Given a binary tree containing digits from 0-9 only, each root-to-leaf path could represent a number.
An example is the root-to-leaf path 1->2->3 which represents the number 123.
Find the total sum of all root-to-leaf numbers.
Note: A leaf is a node with no children.
Example:
Input: [1,2,3]
1
/ \
2 3
Output: 25
Explanation:
The root-to-leaf path 1->2 represents the number 12.
The root-to-leaf path 1->3 represents the number 13.
Therefore, sum = 12 + 13 = 25.
Example 2:
Input: [4,9,0,5,1]
4
/ \
9 0
/ \
5 1
Output: 1026
Explanation:
The root-to-leaf path 4->9->5 represents the number 495.
The root-to-leaf path 4->9->1 represents the number 491.
The root-to-leaf path 4->0 represents the number 40.
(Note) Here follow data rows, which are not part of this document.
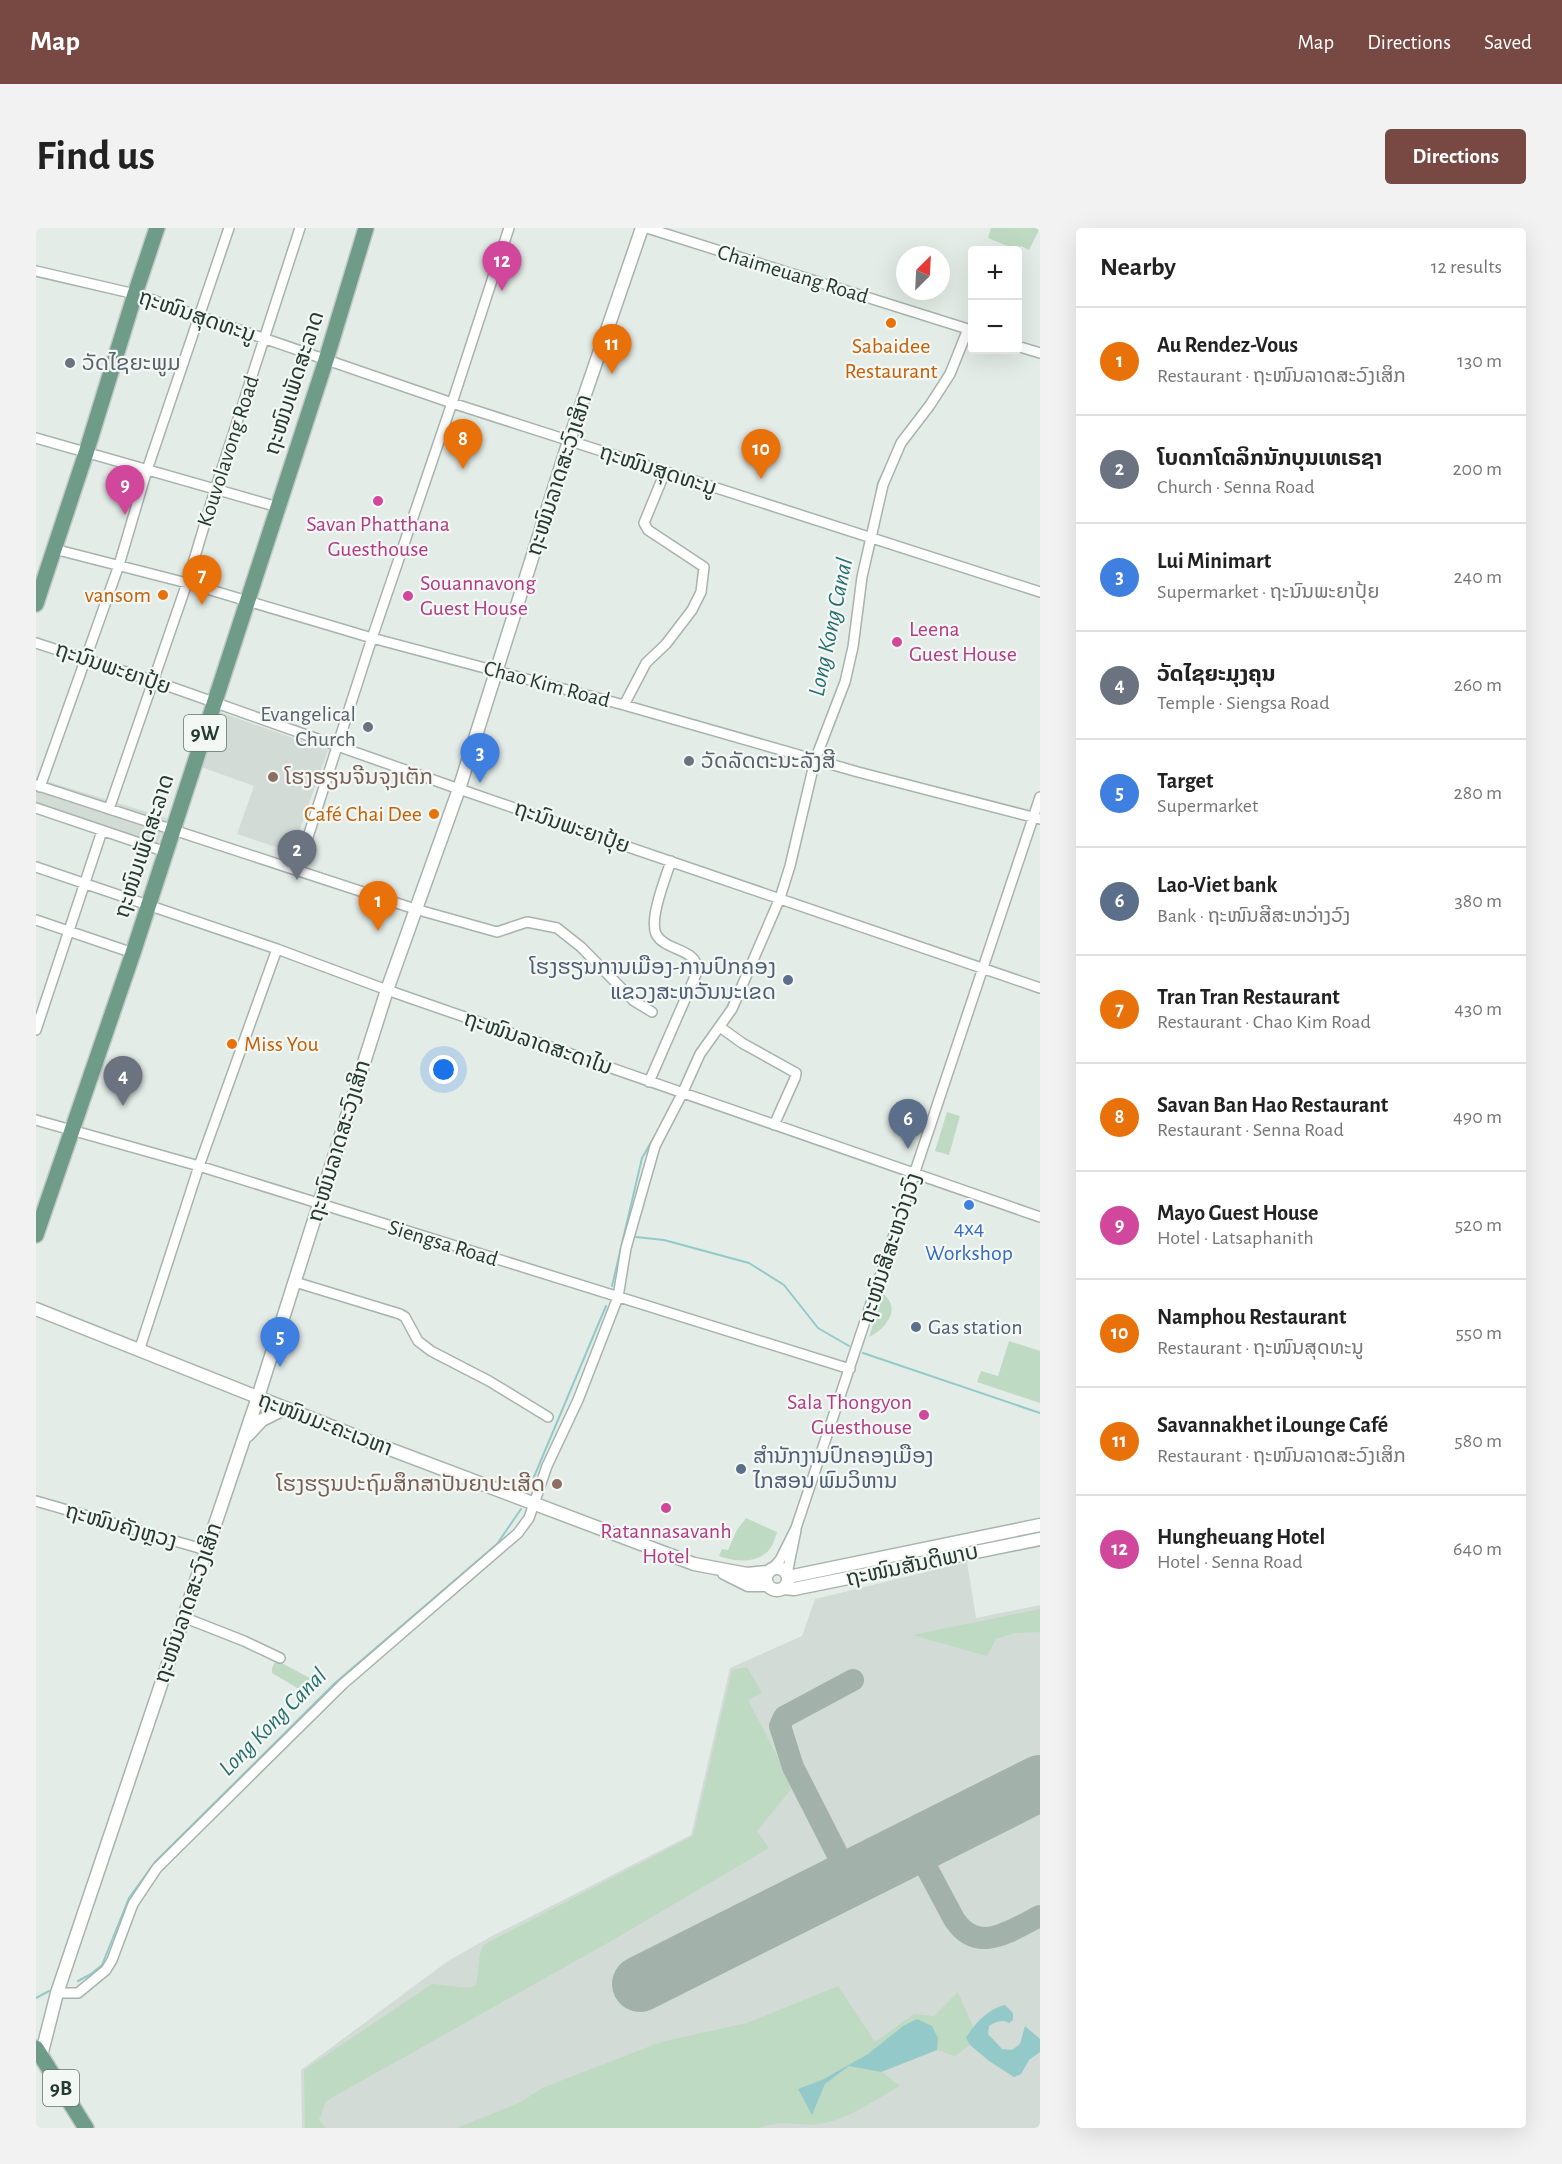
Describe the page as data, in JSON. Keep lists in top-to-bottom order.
{
  "streets": {
    "main road": ["ຖະໜົນເພັດສະລາດ", "9W", "9B"],
    "street": [
      "Chaimeuang Road",
      "ຖະໜົນສຸດທະນູ",
      "Kouvolavong Road",
      "ຖະໜົນລາດສະວົງເສິກ",
      "ຖະນົນພະຍາປຸ້ຍ",
      "Chao Kim Road",
      "ຖະໜົນລາດສະດາໄນ",
      "Siengsa Road",
      "ຖະໜົນສີສະຫວ່າງວົງ",
      "ຖະໜົນມະຄະເວຫາ",
      "ຖະໜົນຄັງຫຼວງ",
      "ຖະໜົນສັນຕິພາບ"
    ]
  },
  "crossings": [
    ["ຖະໜົນສຸດທະນູ", "ຖະໜົນເພັດສະລາດ"],
    ["ຖະໜົນສຸດທະນູ", "Kouvolavong Road"],
    ["ຖະໜົນສຸດທະນູ", "ຖະໜົນລາດສະວົງເສິກ"],
    ["ຖະໜົນເພັດສະລາດ", "ຖະນົນພະຍາປຸ້ຍ"],
    ["ຖະໜົນເພັດສະລາດ", "Chao Kim Road"],
    ["ຖະໜົນເພັດສະລາດ", "ຖະໜົນລາດສະດາໄນ"],
    ["ຖະໜົນເພັດສະລາດ", "Siengsa Road"],
    ["Kouvolavong Road", "ຖະນົນພະຍາປຸ້ຍ"],
    ["Kouvolavong Road", "Chao Kim Road"],
    ["ຖະໜົນລາດສະວົງເສິກ", "ຖະນົນພະຍາປຸ້ຍ"],
    ["ຖະໜົນລາດສະວົງເສິກ", "Chao Kim Road"],
    ["ຖະໜົນລາດສະວົງເສິກ", "ຖະໜົນລາດສະດາໄນ"],
    ["ຖະໜົນລາດສະວົງເສິກ", "Siengsa Road"],
    ["ຖະໜົນລາດສະວົງເສິກ", "ຖະໜົນມະຄະເວຫາ"],
    ["ຖະໜົນລາດສະວົງເສິກ", "ຖະໜົນຄັງຫຼວງ"],
    ["ຖະໜົນລາດສະວົງເສິກ", "9B"],
    ["ຖະນົນພະຍາປຸ້ຍ", "ຖະໜົນສີສະຫວ່າງວົງ"],
    ["Chao Kim Road", "ຖະໜົນສີສະຫວ່າງວົງ"],
    ["ຖະໜົນລາດສະດາໄນ", "ຖະໜົນສີສະຫວ່າງວົງ"],
    ["Siengsa Road", "ຖະໜົນສີສະຫວ່າງວົງ"],
    ["ຖະໜົນມະຄະເວຫາ", "ຖະໜົນສັນຕິພາບ"]
  ],
  "water": ["Long Kong Canal"],
  "places": [
    "Sabaidee Restaurant",
    "ວັດໄຊຍະພູມ",
    "Savan Phatthana Guesthouse",
    "vansom",
    "Souannavong Guest House",
    "Leena Guest House",
    "Evangelical Church",
    "ວັດລັດຕະນະລັງສີ",
    "ໂຮງຮຽນຈີນຈຸງເຕັກ",
    "Café Chai Dee",
    "ໂຮງຮຽນການເມືອງ-ການປົກຄອງ ແຂວງສະຫວັນນະເຂດ",
    "Miss You",
    "4x4 Workshop",
    "Gas station",
    "Sala Thongyon Guesthouse",
    "ສຳນັກງານປົກຄອງເມືອງ ໄກສອນ ພົມວິຫານ",
    "ໂຮງຮຽນປະຖົມສຶກສາປັນຍາປະເສີດ",
    "Ratannasavanh Hotel"
  ],
  "north": "top right",
  "page": {
    "header": "Map",
    "nav": ["Map", "Directions", "Saved"],
    "buttons": "Directions",
    "title": "Find us",
    "heading": ["Nearby", "12 results"],
    "pins": [
      "12",
      "11",
      "8",
      "10",
      "9",
      "7",
      "3",
      "2",
      "1",
      "4",
      "6",
      "5"
    ],
    "map_buttons": ["+", "−"],
    "list": [
      {
        "mark": "1",
        "name": "Au Rendez-Vous",
        "note": "Restaurant · ຖະໜົນລາດສະວົງເສິກ",
        "value": "130 m"
      },
      {
        "mark": "2",
        "name": "ໂບດກາໂຕລິກນັກບຸນເທເຣຊາ",
        "note": "Church · Senna Road",
        "value": "200 m"
      },
      {
        "mark": "3",
        "name": "Lui Minimart",
        "note": "Supermarket · ຖະນົນພະຍາປຸ້ຍ",
        "value": "240 m"
      },
      {
        "mark": "4",
        "name": "ວັດໄຊຍະມຸງຄຸນ",
        "note": "Temple · Siengsa Road",
        "value": "260 m"
      },
      {
        "mark": "5",
        "name": "Target",
        "note": "Supermarket",
        "value": "280 m"
      },
      {
        "mark": "6",
        "name": "Lao-Viet bank",
        "note": "Bank · ຖະໜົນສີສະຫວ່າງວົງ",
        "value": "380 m"
      },
      {
        "mark": "7",
        "name": "Tran Tran Restaurant",
        "note": "Restaurant · Chao Kim Road",
        "value": "430 m"
      },
      {
        "mark": "8",
        "name": "Savan Ban Hao Restaurant",
        "note": "Restaurant · Senna Road",
        "value": "490 m"
      },
      {
        "mark": "9",
        "name": "Mayo Guest House",
        "note": "Hotel · Latsaphanith",
        "value": "520 m"
      },
      {
        "mark": "10",
        "name": "Namphou Restaurant",
        "note": "Restaurant · ຖະໜົນສຸດທະນູ",
        "value": "550 m"
      },
      {
        "mark": "11",
        "name": "Savannakhet iLounge Café",
        "note": "Restaurant · ຖະໜົນລາດສະວົງເສິກ",
        "value": "580 m"
      },
      {
        "mark": "12",
        "name": "Hungheuang Hotel",
        "note": "Hotel · Senna Road",
        "value": "640 m"
      }
    ]
  }
}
Therefore, sum = 495 + 491 + 40 = 1026.
Related Topics:
Tree, Depth-first Search
Similar Questions:
// OJ: https://leetcode.com/problems/sum-root-to-leaf-numbers/
// Author: github.com/lzl124631x
// Time: O(N)
// Space: O(H)
class Solution {
int ans = 0;
void dfs(TreeNode *root, int sum) {
if (!root) return;
sum = sum * 10 + root->val;
if (!root->left && !root->right) ans += sum;
dfs(root->left, sum);
dfs(root->right, sum);
}
public:
int sumNumbers(TreeNode* root) {
dfs(root, 0);
return ans;
}
};// OJ: https://leetcode.com/problems/sum-root-to-leaf-numbers/
// Author: github.com/lzl124631x
// Time: O(N)
// Space: O(H)
class Solution {
public:
int sumNumbers(TreeNode* root) {
if (!root) return 0;
stack<pair<TreeNode*, int>> s;
s.emplace(root, 0);
int ans = 0;
while (s.size()) {
auto p = s.top();
root = p.first;
int sum = p.second * 10 + root->val;
s.pop();
if (!root->left && !root->right) ans += sum;
if (root->right) s.emplace(root->right, sum);
if (root->left) s.emplace(root->left, sum);
}
return ans;
}
};